◆ Problem description ◆
Please retype all of the data below, word for word.

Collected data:
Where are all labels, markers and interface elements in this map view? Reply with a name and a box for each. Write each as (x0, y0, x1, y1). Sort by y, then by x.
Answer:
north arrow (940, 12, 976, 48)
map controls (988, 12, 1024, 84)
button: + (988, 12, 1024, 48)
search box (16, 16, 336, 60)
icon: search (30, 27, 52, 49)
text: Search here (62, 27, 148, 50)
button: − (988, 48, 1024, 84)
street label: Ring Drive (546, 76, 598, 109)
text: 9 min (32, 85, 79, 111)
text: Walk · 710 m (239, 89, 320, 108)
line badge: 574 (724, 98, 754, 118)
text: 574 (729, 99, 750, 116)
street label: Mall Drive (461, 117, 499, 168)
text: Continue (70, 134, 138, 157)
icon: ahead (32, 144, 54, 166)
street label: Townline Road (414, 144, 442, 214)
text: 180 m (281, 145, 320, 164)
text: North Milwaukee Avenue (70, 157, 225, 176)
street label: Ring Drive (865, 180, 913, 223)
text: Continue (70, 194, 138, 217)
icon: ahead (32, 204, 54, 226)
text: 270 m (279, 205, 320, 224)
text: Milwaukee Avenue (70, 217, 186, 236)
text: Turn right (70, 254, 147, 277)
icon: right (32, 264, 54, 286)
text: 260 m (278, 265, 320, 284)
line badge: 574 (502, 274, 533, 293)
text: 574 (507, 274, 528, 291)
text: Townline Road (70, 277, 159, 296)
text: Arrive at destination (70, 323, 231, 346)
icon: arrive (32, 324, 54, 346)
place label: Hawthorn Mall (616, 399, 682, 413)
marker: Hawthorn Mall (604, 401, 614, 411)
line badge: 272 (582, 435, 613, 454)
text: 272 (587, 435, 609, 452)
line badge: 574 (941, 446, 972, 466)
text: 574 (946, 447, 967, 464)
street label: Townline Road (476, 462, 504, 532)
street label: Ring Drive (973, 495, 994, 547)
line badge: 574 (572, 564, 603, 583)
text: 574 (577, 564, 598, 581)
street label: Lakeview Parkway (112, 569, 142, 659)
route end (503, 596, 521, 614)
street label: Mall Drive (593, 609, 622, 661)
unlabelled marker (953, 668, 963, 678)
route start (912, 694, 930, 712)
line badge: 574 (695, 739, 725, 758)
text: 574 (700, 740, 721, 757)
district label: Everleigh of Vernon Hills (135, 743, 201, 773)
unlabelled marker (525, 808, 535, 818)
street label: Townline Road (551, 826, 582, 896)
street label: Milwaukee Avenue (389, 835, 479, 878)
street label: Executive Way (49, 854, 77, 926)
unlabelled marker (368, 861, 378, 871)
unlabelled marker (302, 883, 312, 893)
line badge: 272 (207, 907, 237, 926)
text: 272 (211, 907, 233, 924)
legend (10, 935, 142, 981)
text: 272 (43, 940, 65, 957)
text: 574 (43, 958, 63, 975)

◆ Answer to the exercise ◆
Where are all labels, markers and interface elements in this map view? Reply with a name and a box for each. Write each as (x0, y0, x1, y1). Sort by y, then by x.
Answer:
north arrow (940, 12, 976, 48)
map controls (988, 12, 1024, 84)
button: + (988, 12, 1024, 48)
search box (16, 16, 336, 60)
icon: search (30, 27, 52, 49)
text: Search here (62, 27, 148, 50)
button: − (988, 48, 1024, 84)
street label: Ring Drive (546, 76, 598, 109)
text: 9 min (32, 85, 79, 111)
text: Walk · 710 m (239, 89, 320, 108)
line badge: 574 (724, 98, 754, 118)
text: 574 (729, 99, 750, 116)
street label: Mall Drive (461, 117, 499, 168)
text: Continue (70, 134, 138, 157)
icon: ahead (32, 144, 54, 166)
street label: Townline Road (414, 144, 442, 214)
text: 180 m (281, 145, 320, 164)
text: North Milwaukee Avenue (70, 157, 225, 176)
street label: Ring Drive (865, 180, 913, 223)
text: Continue (70, 194, 138, 217)
icon: ahead (32, 204, 54, 226)
text: 270 m (279, 205, 320, 224)
text: Milwaukee Avenue (70, 217, 186, 236)
text: Turn right (70, 254, 147, 277)
icon: right (32, 264, 54, 286)
text: 260 m (278, 265, 320, 284)
line badge: 574 (502, 274, 533, 293)
text: 574 (507, 274, 528, 291)
text: Townline Road (70, 277, 159, 296)
text: Arrive at destination (70, 323, 231, 346)
icon: arrive (32, 324, 54, 346)
place label: Hawthorn Mall (616, 399, 682, 413)
marker: Hawthorn Mall (604, 401, 614, 411)
line badge: 272 (582, 435, 613, 454)
text: 272 (587, 435, 609, 452)
line badge: 574 (941, 446, 972, 466)
text: 574 (946, 447, 967, 464)
street label: Townline Road (476, 462, 504, 532)
street label: Ring Drive (973, 495, 994, 547)
line badge: 574 (572, 564, 603, 583)
text: 574 (577, 564, 598, 581)
street label: Lakeview Parkway (112, 569, 142, 659)
route end (503, 596, 521, 614)
street label: Mall Drive (593, 609, 622, 661)
unlabelled marker (953, 668, 963, 678)
route start (912, 694, 930, 712)
line badge: 574 (695, 739, 725, 758)
text: 574 (700, 740, 721, 757)
district label: Everleigh of Vernon Hills (135, 743, 201, 773)
unlabelled marker (525, 808, 535, 818)
street label: Townline Road (551, 826, 582, 896)
street label: Milwaukee Avenue (389, 835, 479, 878)
street label: Executive Way (49, 854, 77, 926)
unlabelled marker (368, 861, 378, 871)
unlabelled marker (302, 883, 312, 893)
line badge: 272 (207, 907, 237, 926)
text: 272 (211, 907, 233, 924)
legend (10, 935, 142, 981)
text: 272 (43, 940, 65, 957)
text: 574 (43, 958, 63, 975)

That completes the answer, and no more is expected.